- **Data to examine**:
╭──
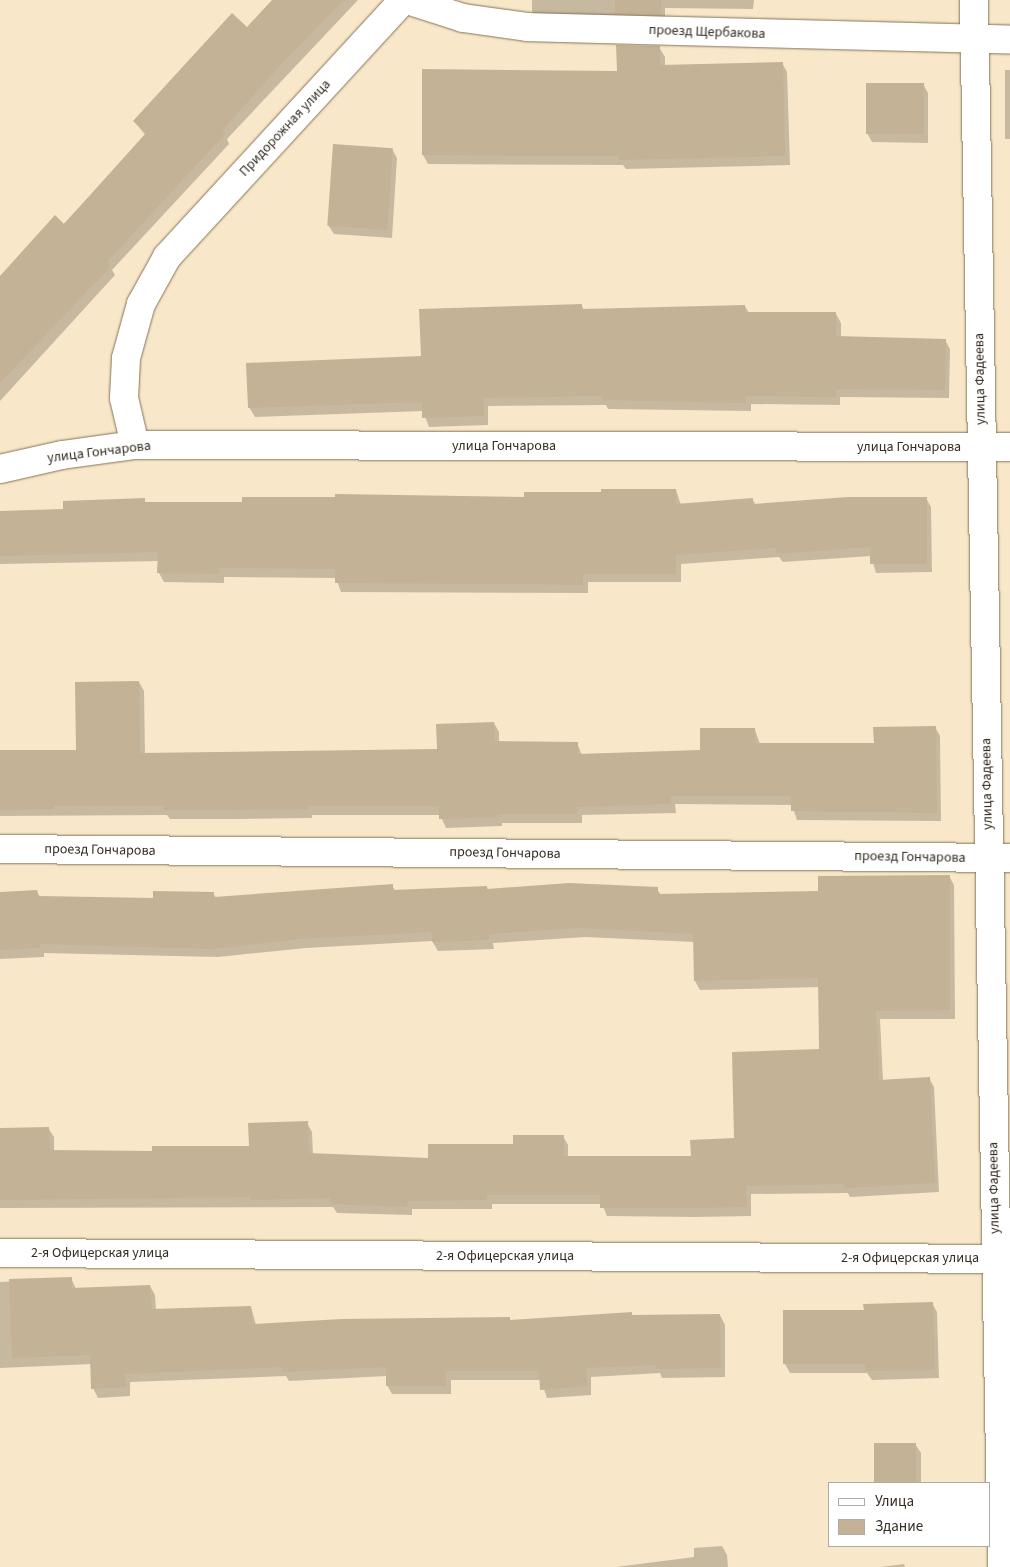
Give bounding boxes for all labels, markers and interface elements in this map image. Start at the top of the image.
street label: проезд Щербакова [648,22,766,42]
street label: Придорожная улица [236,76,334,180]
street label: улица Фадеева [971,333,989,425]
street label: улица Гончарова [46,437,152,467]
street label: улица Гончарова [452,438,556,454]
street label: улица Гончарова [857,439,961,455]
street label: улица Фадеева [978,738,996,830]
street label: проезд Гончарова [44,841,156,859]
street label: проезд Гончарова [449,844,561,862]
street label: проезд Гончарова [854,848,966,866]
street label: улица Фадеева [985,1142,1003,1234]
street label: 2-я Офицерская улица [31,1245,169,1261]
street label: 2-я Офицерская улица [436,1248,574,1264]
street label: 2-я Офицерская улица [841,1250,979,1266]
legend [828,1482,990,1547]
text: Улица [875,1491,914,1512]
text: Здание [875,1516,923,1537]

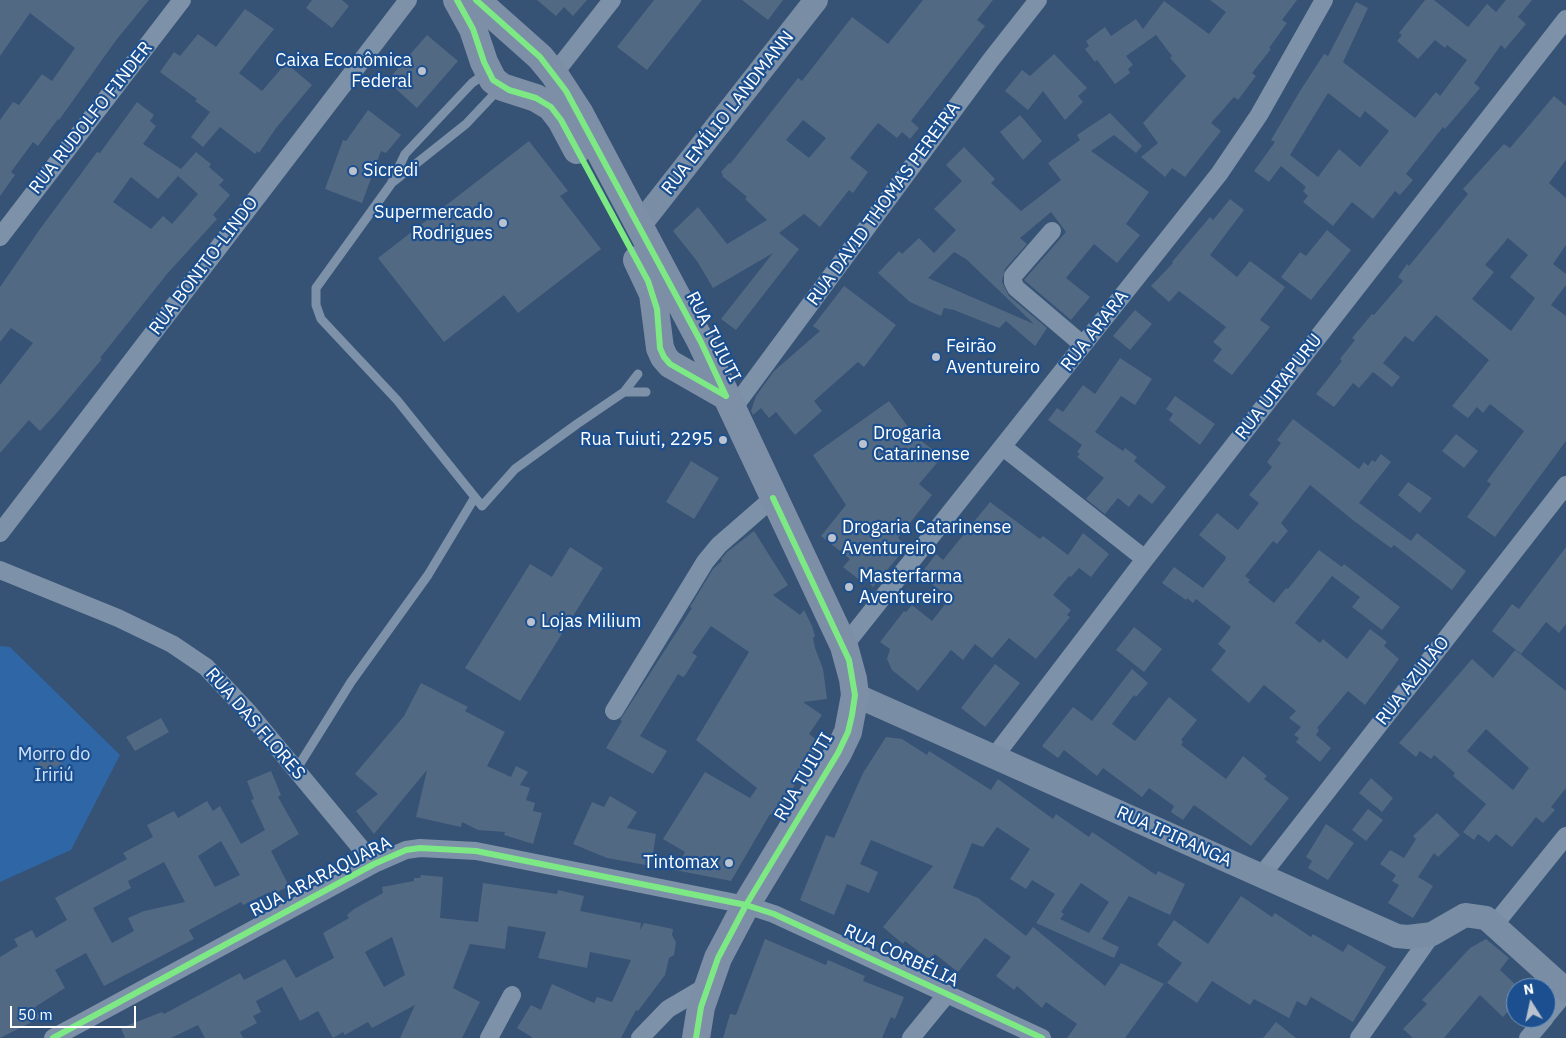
╰──
- **Required action**: Every entry above needs to be duplicated exactly, without its images.

- **Task output**:
Give bounding boxes for all labels, markers and interface elements in this map image. Start at the top of the image.
street label: проезд Щербакова [648,22,766,42]
street label: Придорожная улица [236,76,334,180]
street label: улица Фадеева [971,333,989,425]
street label: улица Гончарова [46,437,152,467]
street label: улица Гончарова [452,438,556,454]
street label: улица Гончарова [857,439,961,455]
street label: улица Фадеева [978,738,996,830]
street label: проезд Гончарова [44,841,156,859]
street label: проезд Гончарова [449,844,561,862]
street label: проезд Гончарова [854,848,966,866]
street label: улица Фадеева [985,1142,1003,1234]
street label: 2-я Офицерская улица [31,1245,169,1261]
street label: 2-я Офицерская улица [436,1248,574,1264]
street label: 2-я Офицерская улица [841,1250,979,1266]
legend [828,1482,990,1547]
text: Улица [875,1491,914,1512]
text: Здание [875,1516,923,1537]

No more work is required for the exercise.